:: Data records ::

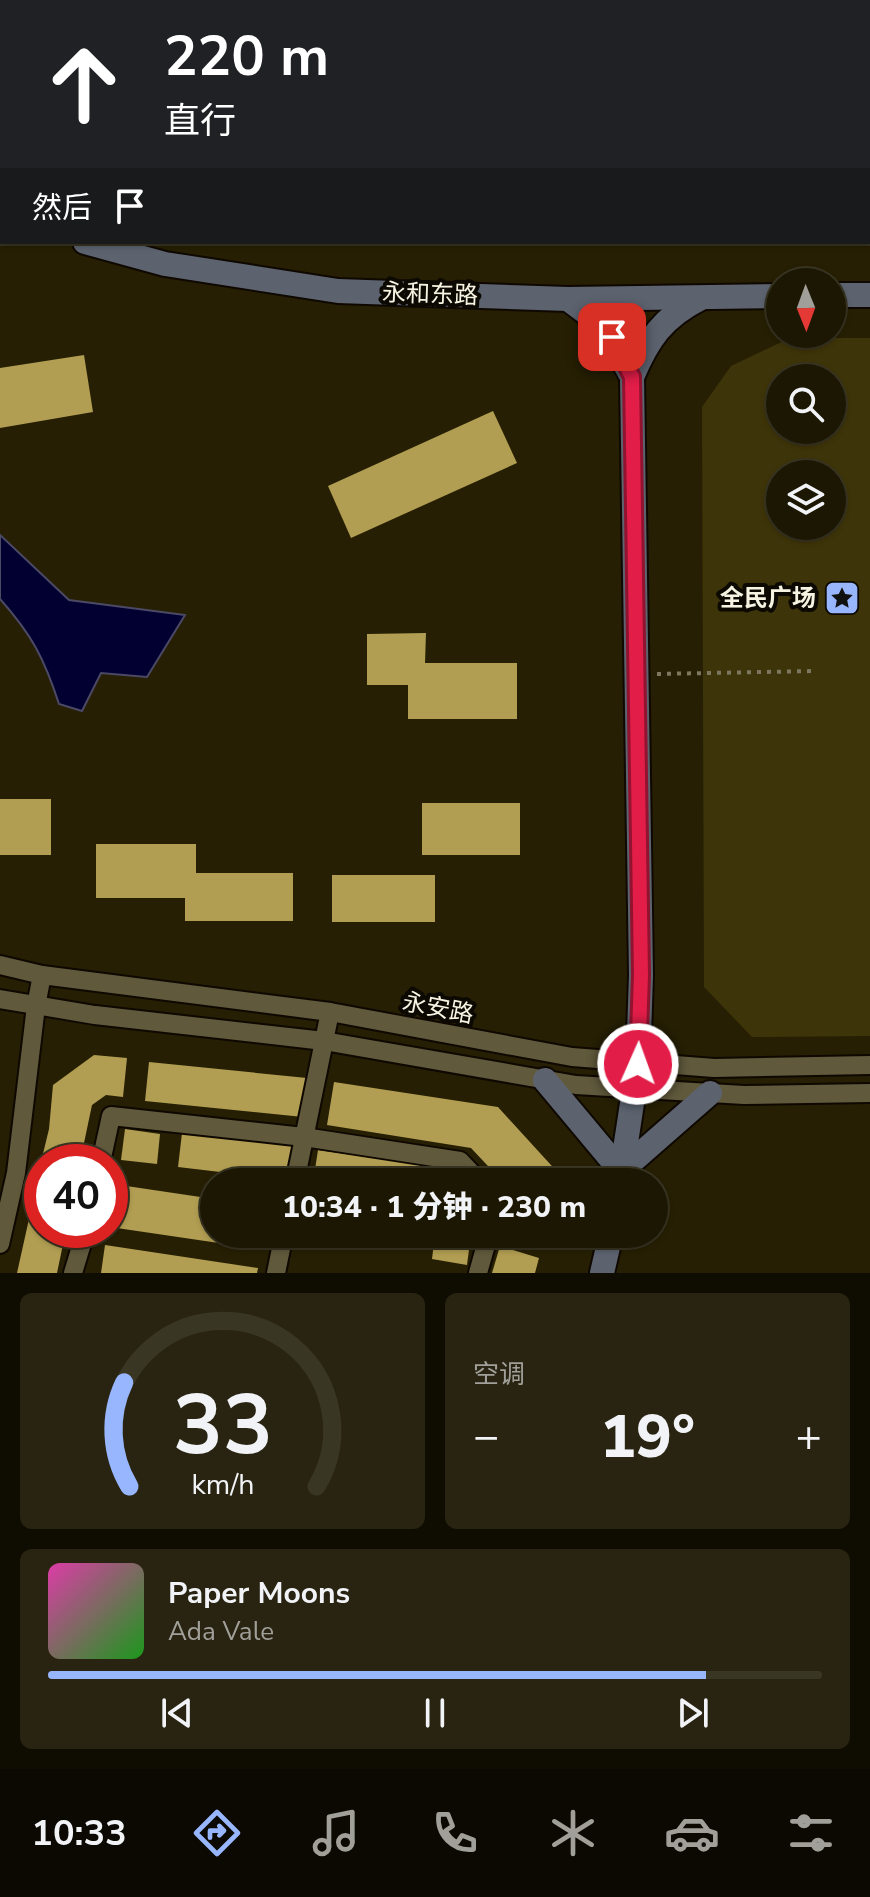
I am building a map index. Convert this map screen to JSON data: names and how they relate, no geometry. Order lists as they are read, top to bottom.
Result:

:::
:: Data records ::

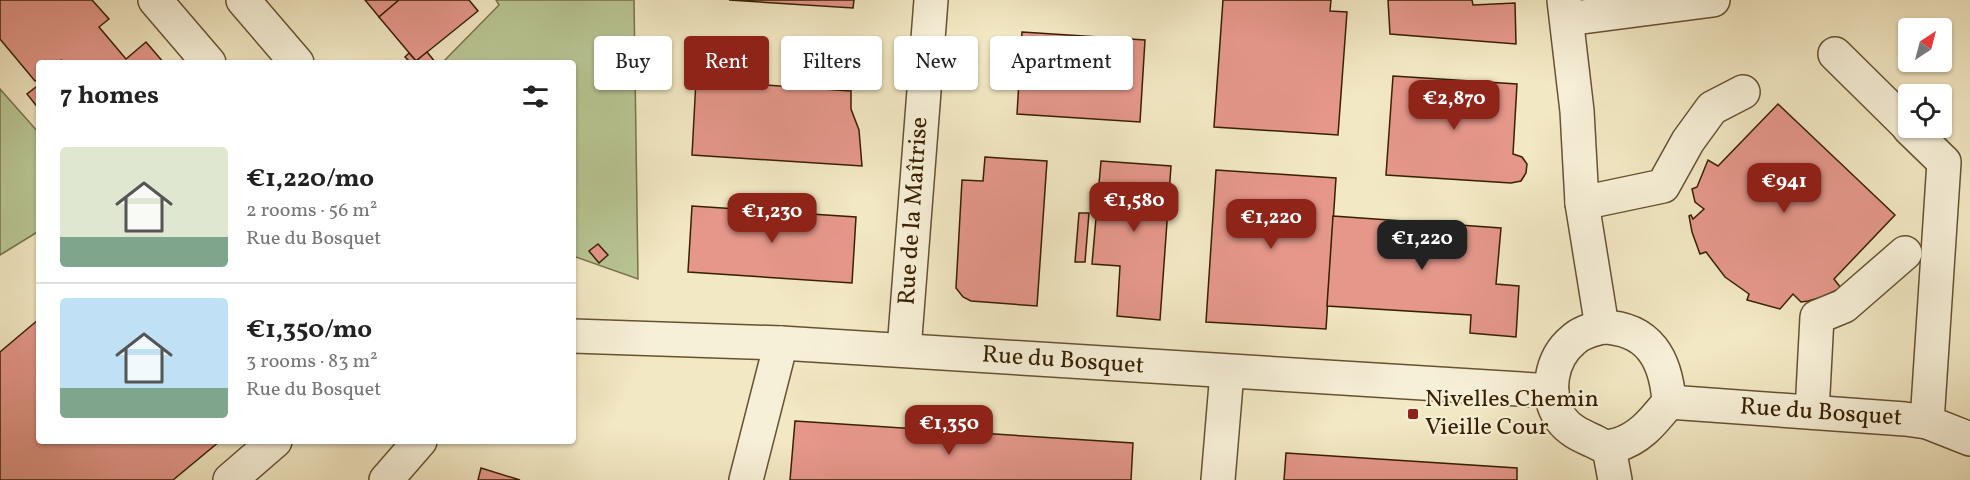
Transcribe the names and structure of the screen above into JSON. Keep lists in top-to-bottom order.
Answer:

:::

Copy all lines from the data that hold the word "bottom".

I am building a map index. Convert this map screen to JSON data: names and how they relate, no geometry. Order lists as they are read, top to bottom.
Transcribe the names and structure of the screen above into JSON. Keep lists in top-to-bottom order.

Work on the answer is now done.